Bangkok's most unique cinema, the historic Scala Theater, hosted what was likely the most unique event in its history this past week.
Held from Thursday to Saturday, Live at the Scala was a "micro-festival" put on by the British Council and curated by the UK's Forest Fringe, which brought in a half dozen or so acts. The event featured performance art, installations and video. The performances aimed to make use of all of the Scala's space, chiefly the spacious lobby, with its art-deco frieze, sweeping stairway and chandelier.
A "bar" serving inexpensive beer was set up with a smattering of squat tables and stools for the audience to gather around.
Starting at around 7pm (the Scala is a working cinema showing first-run movies and had a matinee screening of Mama earlier in the day), the Live at the Scala proceedings kicked off with Action Hero, a work by James Stenhouse and Gemma Paintin in which they act out a movie western, with members of the audience standing in for various villains, such as opposing gunslingers or card cheats. A pointed finger is a gun and when you shoot it, you make a "phiew" sound. The duo, playing the hero and the whore, are dressed in white, and before it's all over, they are covered in "blood" – ketchup, actually.
Movies were the interlinking theme of the performances and art.
Throughout the whole show, another performer, Brian Lobel, set up a bedroom at the base of the Scala's stairs with television sets and a collection of dance-movie videos (actual VHS tapes) and invited the audience come dance with him. They would put on headphones and hoof along, trying to match the steps from such movies as Sister Act, Newsies and The Breakfast Club.
All around the lobby there were posters for movies by a fictional actress Natalie Gorgeous. The posters were just the black text on white backgrounds for such movies as Gorgeous in the Rain (Fox), Gorgeous with a Gun (Warner Bros) and Fists of Gorgeous (Golden Harvest). Even the side of the Scala marquee had a Gorgeous movie, Brave New Gorgeous. An accompanying booklet for Tim Etchell's Gorgeous at 25 Frames per Second explained everything.
Did you know the Scala has dressing rooms? Well, it does, and after Action Hero, the audience was invited to move around and check out the other stuff going on. One of the dressing rooms was made into a black box hosting the video installation, Cinema and Space, Extracting the Unrecognized, curated by Messy Project Space and Mary Pansanga. Projectors screened videos on opposite walls. On one side was Kornkrit Jianpinidnan's The Vehicle is Onward ..., capturing various scenes of Bangkok at night, mainly along the Skytrain line. Recognizable places that seem ok on first glance look pretty trashy on closer inspection. On the opposite wall Bjorn Kammerer's Gyre played. This is a loop of a rotating cabin (a cabin in the woods, perhaps?) and it provided a flickering counterpoint to the urban scenes of the Thai director's short film.
In the main auditorium, they actually showed a movie – a short film detailing the efforts of the Gob Squad, a group of UK and German artists who recreated death scenes from such famous movies as Midnight Cowboy and Star Trek 2: The Wrath of Khan Using split screens, the short film Live Long and Prosper showed the Gob Squad scene alongside the original. They are all done in public places, such as train stations, shopping malls, a laundramat or public transport. So instead of the engine room of the Enterprise, the Gob Squad's Kirk and Spock say their farewells through the front window of a department store, while stand-ins for Dustin Hoffman and Jon Voight re-enact Rizzo's passing on a canal boat instead of a Florida-bound bus.
Queer performance artist Dickie Beau performed the finale. With clown white pantomime face make-up, tight black outfit and long hair pulled back by a hair band, Dickie lip-synched a telephone conversation by a horny housewife to her husband. It was likely the most explicit language uttered in the auditorium of the Scala.

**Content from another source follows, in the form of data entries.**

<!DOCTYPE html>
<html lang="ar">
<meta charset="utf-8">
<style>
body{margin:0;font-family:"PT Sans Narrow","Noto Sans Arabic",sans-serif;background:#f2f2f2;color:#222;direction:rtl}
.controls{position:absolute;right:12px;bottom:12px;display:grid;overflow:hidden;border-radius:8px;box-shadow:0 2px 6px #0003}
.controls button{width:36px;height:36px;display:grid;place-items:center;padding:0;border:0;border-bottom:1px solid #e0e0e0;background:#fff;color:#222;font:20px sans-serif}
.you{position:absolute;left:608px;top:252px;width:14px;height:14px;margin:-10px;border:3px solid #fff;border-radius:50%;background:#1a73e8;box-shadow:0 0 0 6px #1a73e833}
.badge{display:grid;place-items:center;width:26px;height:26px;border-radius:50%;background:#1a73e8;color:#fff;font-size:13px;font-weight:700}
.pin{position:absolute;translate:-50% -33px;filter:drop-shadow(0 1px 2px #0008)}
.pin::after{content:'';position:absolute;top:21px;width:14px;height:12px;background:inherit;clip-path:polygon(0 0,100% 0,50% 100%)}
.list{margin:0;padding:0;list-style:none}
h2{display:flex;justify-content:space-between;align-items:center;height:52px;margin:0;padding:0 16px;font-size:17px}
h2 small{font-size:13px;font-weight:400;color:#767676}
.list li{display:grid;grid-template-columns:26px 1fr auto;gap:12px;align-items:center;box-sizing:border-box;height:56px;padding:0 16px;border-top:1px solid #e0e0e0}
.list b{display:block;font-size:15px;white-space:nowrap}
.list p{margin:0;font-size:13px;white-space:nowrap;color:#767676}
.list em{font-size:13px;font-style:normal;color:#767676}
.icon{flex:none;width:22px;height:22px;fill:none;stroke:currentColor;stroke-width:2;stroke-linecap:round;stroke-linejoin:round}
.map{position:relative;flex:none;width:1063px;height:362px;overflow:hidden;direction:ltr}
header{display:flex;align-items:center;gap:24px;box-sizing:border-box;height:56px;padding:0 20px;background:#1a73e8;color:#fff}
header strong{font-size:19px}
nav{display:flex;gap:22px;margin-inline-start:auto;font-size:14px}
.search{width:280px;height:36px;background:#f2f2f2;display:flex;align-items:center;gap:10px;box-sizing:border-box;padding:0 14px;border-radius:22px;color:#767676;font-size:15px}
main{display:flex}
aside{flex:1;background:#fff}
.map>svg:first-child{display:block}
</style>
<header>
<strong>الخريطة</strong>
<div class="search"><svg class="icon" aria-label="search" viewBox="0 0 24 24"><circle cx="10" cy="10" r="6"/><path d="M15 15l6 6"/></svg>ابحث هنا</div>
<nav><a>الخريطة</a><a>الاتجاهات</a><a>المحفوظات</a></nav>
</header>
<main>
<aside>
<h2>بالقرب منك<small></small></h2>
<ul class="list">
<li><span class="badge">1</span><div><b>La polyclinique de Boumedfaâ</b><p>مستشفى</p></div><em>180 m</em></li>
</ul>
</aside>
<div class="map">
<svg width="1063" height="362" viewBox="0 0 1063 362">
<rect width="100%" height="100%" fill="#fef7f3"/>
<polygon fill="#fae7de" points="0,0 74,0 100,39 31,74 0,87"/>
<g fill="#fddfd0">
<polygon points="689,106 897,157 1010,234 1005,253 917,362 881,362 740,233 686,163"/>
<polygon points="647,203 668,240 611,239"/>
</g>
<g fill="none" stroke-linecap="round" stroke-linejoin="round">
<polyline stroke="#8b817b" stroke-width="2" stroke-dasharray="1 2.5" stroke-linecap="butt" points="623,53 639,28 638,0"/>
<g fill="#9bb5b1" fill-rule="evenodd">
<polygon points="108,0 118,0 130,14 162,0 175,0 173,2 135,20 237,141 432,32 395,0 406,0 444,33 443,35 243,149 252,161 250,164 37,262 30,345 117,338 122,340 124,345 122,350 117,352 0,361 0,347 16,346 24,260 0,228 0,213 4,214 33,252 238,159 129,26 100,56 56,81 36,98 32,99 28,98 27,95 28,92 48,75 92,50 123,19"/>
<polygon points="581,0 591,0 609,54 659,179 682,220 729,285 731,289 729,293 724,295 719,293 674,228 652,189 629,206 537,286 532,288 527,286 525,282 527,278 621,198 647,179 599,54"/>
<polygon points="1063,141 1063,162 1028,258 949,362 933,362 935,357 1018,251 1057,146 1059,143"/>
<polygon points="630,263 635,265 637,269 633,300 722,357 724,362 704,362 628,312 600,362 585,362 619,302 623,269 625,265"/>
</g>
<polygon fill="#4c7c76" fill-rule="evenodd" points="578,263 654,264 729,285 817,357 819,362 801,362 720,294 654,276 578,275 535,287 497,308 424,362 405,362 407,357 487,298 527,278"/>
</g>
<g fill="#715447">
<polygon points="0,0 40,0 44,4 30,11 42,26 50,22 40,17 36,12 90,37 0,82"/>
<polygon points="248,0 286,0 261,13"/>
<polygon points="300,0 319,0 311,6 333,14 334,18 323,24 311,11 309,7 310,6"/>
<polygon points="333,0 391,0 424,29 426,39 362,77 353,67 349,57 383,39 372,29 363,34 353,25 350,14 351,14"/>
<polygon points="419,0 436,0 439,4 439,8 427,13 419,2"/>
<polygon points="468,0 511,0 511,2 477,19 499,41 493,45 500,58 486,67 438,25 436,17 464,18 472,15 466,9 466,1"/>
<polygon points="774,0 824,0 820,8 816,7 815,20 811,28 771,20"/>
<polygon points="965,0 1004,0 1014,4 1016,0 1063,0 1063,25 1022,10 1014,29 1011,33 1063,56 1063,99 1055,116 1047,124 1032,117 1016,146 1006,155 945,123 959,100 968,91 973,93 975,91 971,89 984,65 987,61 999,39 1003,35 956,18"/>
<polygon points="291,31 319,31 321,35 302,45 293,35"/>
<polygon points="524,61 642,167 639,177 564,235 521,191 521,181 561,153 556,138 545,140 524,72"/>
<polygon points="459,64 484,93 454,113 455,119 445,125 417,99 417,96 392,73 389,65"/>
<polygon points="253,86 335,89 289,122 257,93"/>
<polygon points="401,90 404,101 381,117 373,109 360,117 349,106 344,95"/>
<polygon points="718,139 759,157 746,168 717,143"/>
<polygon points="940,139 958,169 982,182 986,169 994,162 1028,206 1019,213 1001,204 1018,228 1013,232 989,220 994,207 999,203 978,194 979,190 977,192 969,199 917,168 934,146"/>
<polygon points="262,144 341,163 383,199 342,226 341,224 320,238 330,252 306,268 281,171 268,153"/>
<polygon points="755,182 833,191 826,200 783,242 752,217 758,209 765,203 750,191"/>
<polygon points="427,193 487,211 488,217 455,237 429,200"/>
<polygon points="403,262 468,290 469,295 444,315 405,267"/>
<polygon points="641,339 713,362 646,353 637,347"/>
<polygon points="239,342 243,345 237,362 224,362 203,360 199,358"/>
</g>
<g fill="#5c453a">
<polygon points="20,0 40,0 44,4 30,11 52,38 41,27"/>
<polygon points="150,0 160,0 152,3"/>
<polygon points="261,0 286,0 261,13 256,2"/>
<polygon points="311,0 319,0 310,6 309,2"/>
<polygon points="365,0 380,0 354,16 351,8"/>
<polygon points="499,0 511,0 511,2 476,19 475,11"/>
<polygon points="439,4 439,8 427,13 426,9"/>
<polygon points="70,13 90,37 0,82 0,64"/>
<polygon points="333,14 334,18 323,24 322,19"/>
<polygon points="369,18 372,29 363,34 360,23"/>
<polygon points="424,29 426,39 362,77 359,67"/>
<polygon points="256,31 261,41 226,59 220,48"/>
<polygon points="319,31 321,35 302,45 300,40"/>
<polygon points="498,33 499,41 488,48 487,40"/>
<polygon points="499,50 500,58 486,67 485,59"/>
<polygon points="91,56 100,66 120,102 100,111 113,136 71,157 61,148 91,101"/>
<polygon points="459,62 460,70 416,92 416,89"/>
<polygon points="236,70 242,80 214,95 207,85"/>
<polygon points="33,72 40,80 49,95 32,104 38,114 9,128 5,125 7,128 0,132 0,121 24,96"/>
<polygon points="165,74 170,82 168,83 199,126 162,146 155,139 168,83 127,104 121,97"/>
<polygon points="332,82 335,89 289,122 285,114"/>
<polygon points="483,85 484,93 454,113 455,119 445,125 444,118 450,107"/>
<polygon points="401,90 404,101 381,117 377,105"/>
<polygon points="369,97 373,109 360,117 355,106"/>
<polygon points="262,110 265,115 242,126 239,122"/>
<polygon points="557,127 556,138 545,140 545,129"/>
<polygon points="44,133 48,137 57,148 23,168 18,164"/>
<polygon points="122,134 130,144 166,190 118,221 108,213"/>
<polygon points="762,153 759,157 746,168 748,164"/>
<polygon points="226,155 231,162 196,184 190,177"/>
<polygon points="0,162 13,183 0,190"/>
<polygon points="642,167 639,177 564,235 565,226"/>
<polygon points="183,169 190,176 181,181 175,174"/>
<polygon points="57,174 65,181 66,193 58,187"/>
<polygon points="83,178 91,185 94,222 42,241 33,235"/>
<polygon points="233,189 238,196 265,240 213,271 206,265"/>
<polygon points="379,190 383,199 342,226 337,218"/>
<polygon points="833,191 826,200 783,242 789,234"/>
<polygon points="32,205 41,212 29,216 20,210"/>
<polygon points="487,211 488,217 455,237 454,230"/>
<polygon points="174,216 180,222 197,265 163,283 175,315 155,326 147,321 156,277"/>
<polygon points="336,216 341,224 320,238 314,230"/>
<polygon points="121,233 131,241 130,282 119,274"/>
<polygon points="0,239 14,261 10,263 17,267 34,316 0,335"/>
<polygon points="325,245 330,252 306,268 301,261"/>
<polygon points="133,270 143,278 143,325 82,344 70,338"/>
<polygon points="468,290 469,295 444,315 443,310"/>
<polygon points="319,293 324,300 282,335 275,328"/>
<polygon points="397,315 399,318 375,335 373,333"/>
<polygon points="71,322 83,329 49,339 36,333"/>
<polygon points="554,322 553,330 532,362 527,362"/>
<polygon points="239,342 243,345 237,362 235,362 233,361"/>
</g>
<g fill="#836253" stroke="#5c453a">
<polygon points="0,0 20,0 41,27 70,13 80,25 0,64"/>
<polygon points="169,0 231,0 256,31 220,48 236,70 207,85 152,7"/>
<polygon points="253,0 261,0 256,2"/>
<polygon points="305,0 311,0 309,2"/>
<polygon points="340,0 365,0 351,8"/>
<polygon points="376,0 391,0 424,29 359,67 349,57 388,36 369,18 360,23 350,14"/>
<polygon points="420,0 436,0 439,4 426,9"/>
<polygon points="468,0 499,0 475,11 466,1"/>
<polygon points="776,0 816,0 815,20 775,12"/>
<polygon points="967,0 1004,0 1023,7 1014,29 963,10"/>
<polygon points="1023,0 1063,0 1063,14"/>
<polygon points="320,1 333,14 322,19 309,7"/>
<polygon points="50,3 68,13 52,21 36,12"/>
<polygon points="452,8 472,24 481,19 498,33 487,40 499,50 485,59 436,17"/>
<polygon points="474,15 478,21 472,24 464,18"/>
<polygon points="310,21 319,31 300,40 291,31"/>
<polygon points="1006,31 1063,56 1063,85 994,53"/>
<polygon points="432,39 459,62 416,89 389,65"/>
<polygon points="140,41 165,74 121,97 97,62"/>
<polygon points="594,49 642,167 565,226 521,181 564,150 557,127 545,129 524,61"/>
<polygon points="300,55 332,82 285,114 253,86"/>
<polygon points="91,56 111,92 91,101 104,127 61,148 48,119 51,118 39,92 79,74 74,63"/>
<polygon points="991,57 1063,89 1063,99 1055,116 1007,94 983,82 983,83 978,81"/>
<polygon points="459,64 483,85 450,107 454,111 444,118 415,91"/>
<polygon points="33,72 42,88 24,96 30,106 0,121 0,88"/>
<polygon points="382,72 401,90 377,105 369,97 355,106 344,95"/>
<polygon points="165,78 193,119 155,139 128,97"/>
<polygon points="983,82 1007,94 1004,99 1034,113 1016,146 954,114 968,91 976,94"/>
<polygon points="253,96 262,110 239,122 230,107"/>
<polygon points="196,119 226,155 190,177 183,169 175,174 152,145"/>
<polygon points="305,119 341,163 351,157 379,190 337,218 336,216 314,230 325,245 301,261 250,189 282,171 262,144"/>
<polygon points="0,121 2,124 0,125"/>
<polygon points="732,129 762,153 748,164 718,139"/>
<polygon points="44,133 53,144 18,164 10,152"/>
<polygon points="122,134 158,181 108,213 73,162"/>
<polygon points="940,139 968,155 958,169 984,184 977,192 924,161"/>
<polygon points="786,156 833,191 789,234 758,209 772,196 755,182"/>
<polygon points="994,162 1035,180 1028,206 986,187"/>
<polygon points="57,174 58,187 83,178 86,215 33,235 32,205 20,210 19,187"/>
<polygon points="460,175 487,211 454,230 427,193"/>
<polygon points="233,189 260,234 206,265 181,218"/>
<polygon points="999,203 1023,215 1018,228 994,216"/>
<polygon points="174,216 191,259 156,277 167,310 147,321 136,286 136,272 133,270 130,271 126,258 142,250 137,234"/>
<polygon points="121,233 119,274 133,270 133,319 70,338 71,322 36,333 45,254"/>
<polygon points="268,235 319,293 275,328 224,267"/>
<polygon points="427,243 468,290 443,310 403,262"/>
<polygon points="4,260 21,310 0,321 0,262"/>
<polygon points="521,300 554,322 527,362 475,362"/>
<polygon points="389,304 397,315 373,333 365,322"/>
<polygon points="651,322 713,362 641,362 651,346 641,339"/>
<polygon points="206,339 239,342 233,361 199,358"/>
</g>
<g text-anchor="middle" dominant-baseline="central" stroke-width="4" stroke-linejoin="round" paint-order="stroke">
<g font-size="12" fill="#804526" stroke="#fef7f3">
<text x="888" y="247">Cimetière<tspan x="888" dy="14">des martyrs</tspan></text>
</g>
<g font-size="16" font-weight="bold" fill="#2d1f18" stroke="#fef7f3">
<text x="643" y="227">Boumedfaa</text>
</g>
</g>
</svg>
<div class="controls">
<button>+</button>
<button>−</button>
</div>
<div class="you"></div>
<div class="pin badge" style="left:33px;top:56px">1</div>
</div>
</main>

Then there was a special treat, an encore by filmmaker Richard DeDomenici, who set up a production office in one of the dressing rooms and in just three days managed to make a shot-for-shot remake of six minutes of GTH's 2009 hit romantic comedy Bangkok Traffic Love Story (รถไฟฟ้า มาหานะเธ), with the director himself taking the role of the winsome leading lady Cris Horwang. It was projected in a split screen, with original above DeDomenici's version, and the attention to detail was amazing, with the bearded filmmaker coming as close as he could to replicate Cris' wardrobe. Exact locations were used, as Cris' character tracks her crush-object along the Skytrain route. Only one scene from the sequence was missing, when Cris was moping over bubble tea in some tea shop. They couldn't find the tea shop or maybe it's no longer there, and rather than use another tea shop, they just left that scene blank while the real scene played in the frame above.
I'd imagine studio GTH would take a dim view of the project, fair use or not, but probably Cris and other participants in Bangkok Traffic Love Story would be amused by the heartfelt tribute paid to them by the "world's most unconvincing ladyboy."